W3C home > Mailing lists > Public > xml-editor@w3.org > July to September 2002

Re: XML Core WG needs input on xml:lang=""

From: Al Gilman <asgilman@iamdigex.net>
Date: Sat, 03 Aug 2002 10:43:22 -0400
Message-Id: <>
To: John Cowan <jcowan@reutershealth.com>
Cc: jcowan@reutershealth.com (John Cowan), w3c-xml-plenary@w3.org, w3c-i18n-ig@w3.org, xml-editor@w3.org, w3c-xml-core-wg@w3.org

At 12:11 PM 2002-08-02, John Cowan wrote:

>"Und" makes a statement
>that we are ignorant, but "" makes no statement at all.

Perhaps we have reached a point where we should ask the people who 
control the vocabulary wherein 'und' is an established entry.
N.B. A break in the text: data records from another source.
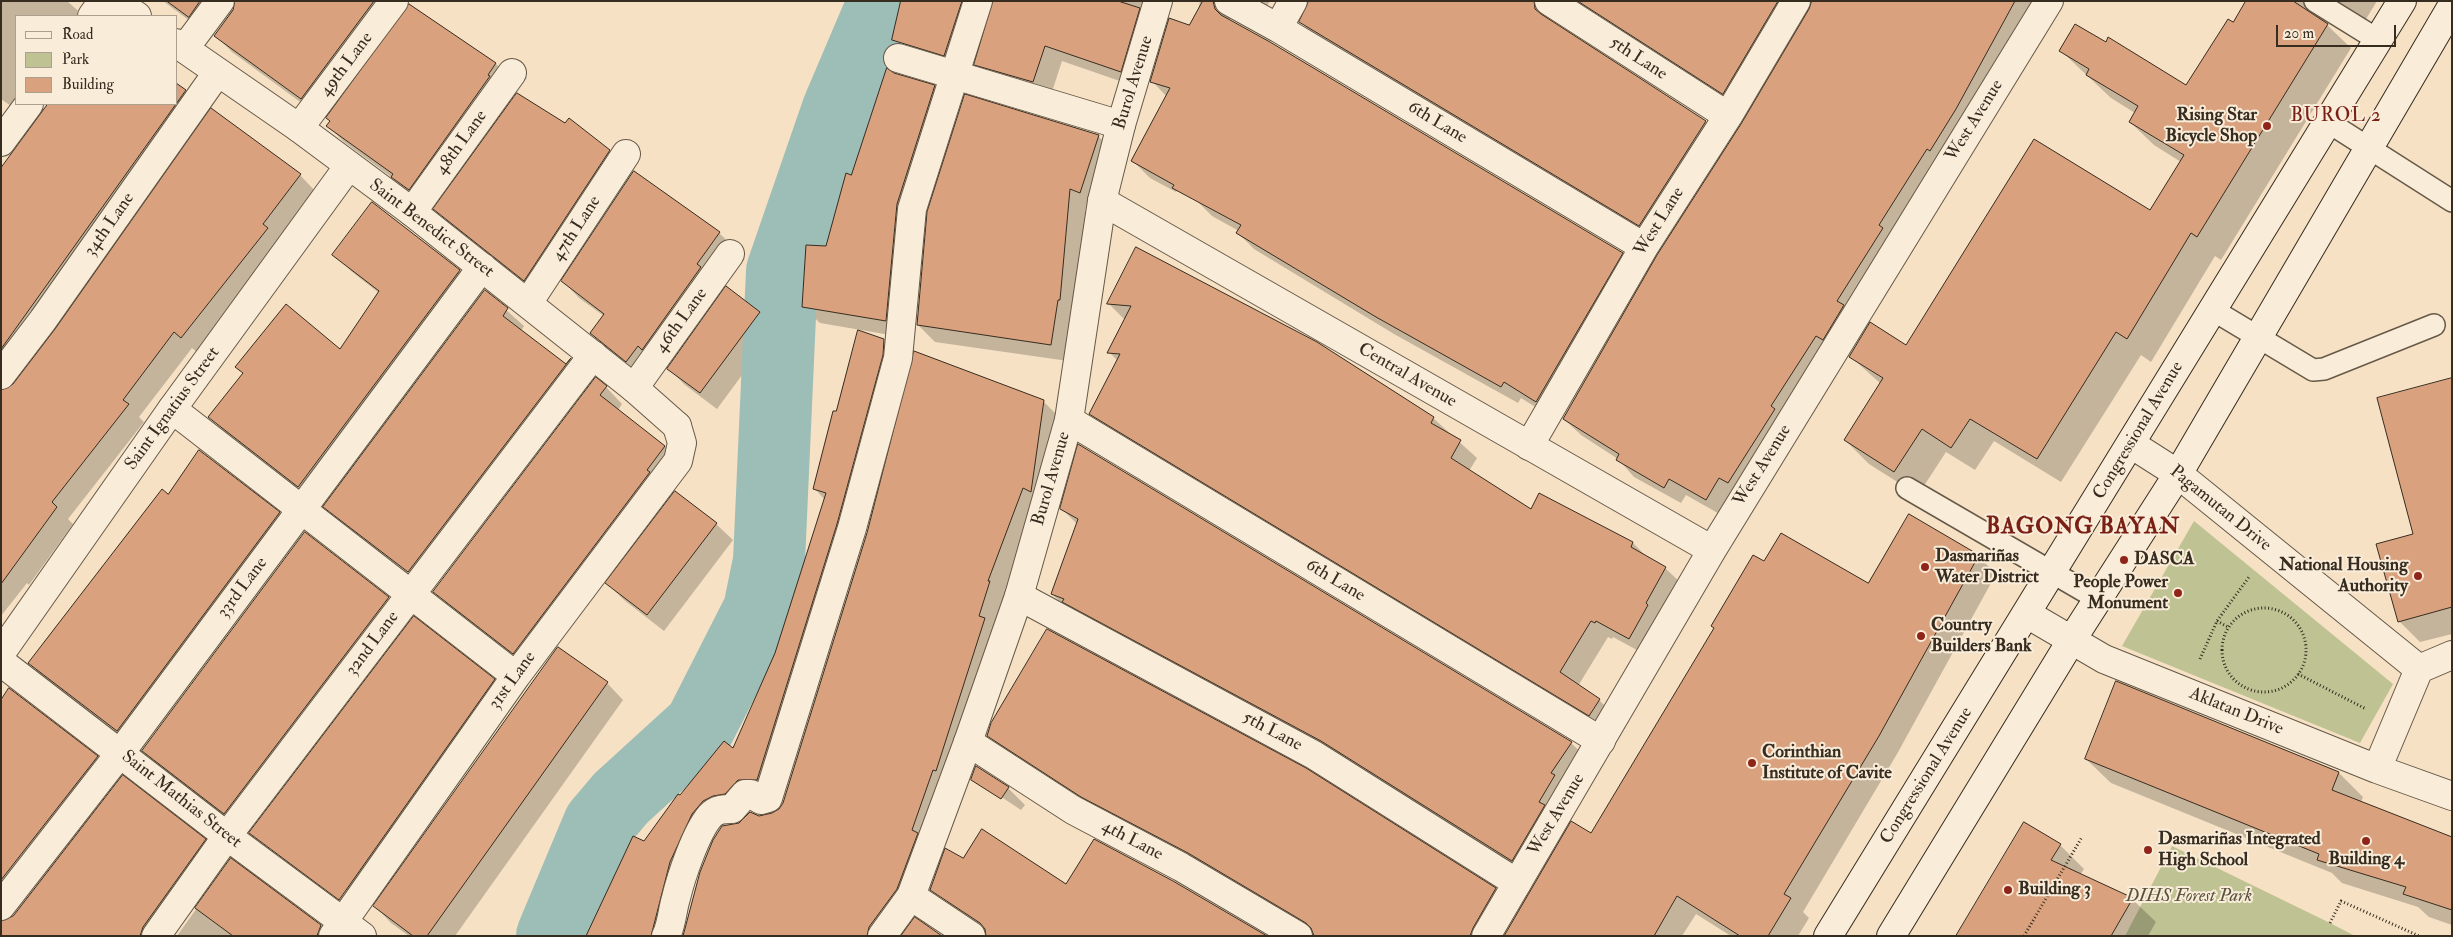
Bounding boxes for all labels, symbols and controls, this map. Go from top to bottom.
legend [15,15,178,105]
scale bar [2278,15,2398,47]
text: 20 m [2284,24,2314,43]
text: Road [62,25,93,44]
street label: 49th Lane [316,28,378,102]
street label: 5th Lane [1605,32,1671,86]
street label: Burol Avenue [1110,34,1158,132]
text: Park [62,50,89,69]
text: Building [62,75,114,94]
street label: West Avenue [1941,76,2009,166]
street label: 6th Lane [1403,97,1471,149]
place label: Rising Star Bicycle Shop [2165,105,2257,148]
district label: BUROL 2 [2290,106,2382,128]
street label: 48th Lane [431,107,493,179]
marker: Rising Star Bicycle Shop [2261,120,2273,132]
street label: Saint Benedict Street [364,175,498,283]
street label: West Lane [1630,184,1690,260]
street label: 34th Lane [80,189,140,261]
street label: 47th Lane [548,192,606,266]
street label: 46th Lane [651,284,713,358]
street label: Central Avenue [1354,339,1460,413]
street label: Saint Ignatius Street [121,343,225,475]
street label: Congressional Avenue [2089,358,2189,504]
street label: West Avenue [1729,421,1797,511]
street label: Burol Avenue [1028,429,1076,529]
street label: Pagamutan Drive [2165,461,2275,557]
district label: BAGONG BAYAN [1984,515,2182,541]
place label: Dasmariñas Water District [1935,546,2039,588]
place label: DASCA [2134,549,2194,571]
street label: 33rd Lane [213,553,273,623]
marker: DASCA [2118,554,2130,566]
street label: 6th Lane [1301,555,1369,607]
place label: National Housing Authority [2279,555,2408,598]
marker: Dasmariñas Water District [1919,561,1931,573]
marker: National Housing Authority [2412,570,2424,582]
place label: People Power Monument [2073,572,2168,614]
marker: People Power Monument [2172,587,2184,599]
street label: 32nd Lane [342,607,404,681]
place label: Country Builders Bank [1931,615,2032,658]
marker: Country Builders Bank [1915,630,1927,642]
street label: 31st Lane [485,648,541,714]
street label: Aklatan Drive [2186,683,2286,741]
street label: Congressional Avenue [1876,704,1978,848]
street label: 5th Lane [1239,707,1305,757]
place label: Corinthian Institute of Cavite [1762,742,1892,784]
street label: Saint Mathias Street [117,746,245,854]
marker: Corinthian Institute of Cavite [1746,757,1758,769]
street label: West Avenue [1524,770,1590,860]
street label: 4th Lane [1098,816,1166,866]
place label: Dasmariñas Integrated High School [2158,829,2321,872]
marker: Building 4 [2360,835,2372,847]
marker: Dasmariñas Integrated High School [2142,844,2154,856]
place label: Building 4 [2328,849,2404,871]
place label: Building 3 [2018,879,2091,901]
marker: Building 3 [2002,884,2014,896]
park label: DIHS Forest Park [2126,886,2252,908]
It is not yet clear to me that it is legitimate to distinguish
between the knowledge states after observing a) no xml:lang attribute
or b) an xml:lang="und" attribute.  The XML markup usually only tells
us what it is that the markup tells us.  'und' is perhaps like "this space
intentionally left blank."  It tells us explicitly that it is telling
us nothing, or so it would seem.

On the other hand, the argument that Chris raises, it is easier
to program the comparison if "no statement" is denoted by "null string" 
rather than a reserved special string, is interesting.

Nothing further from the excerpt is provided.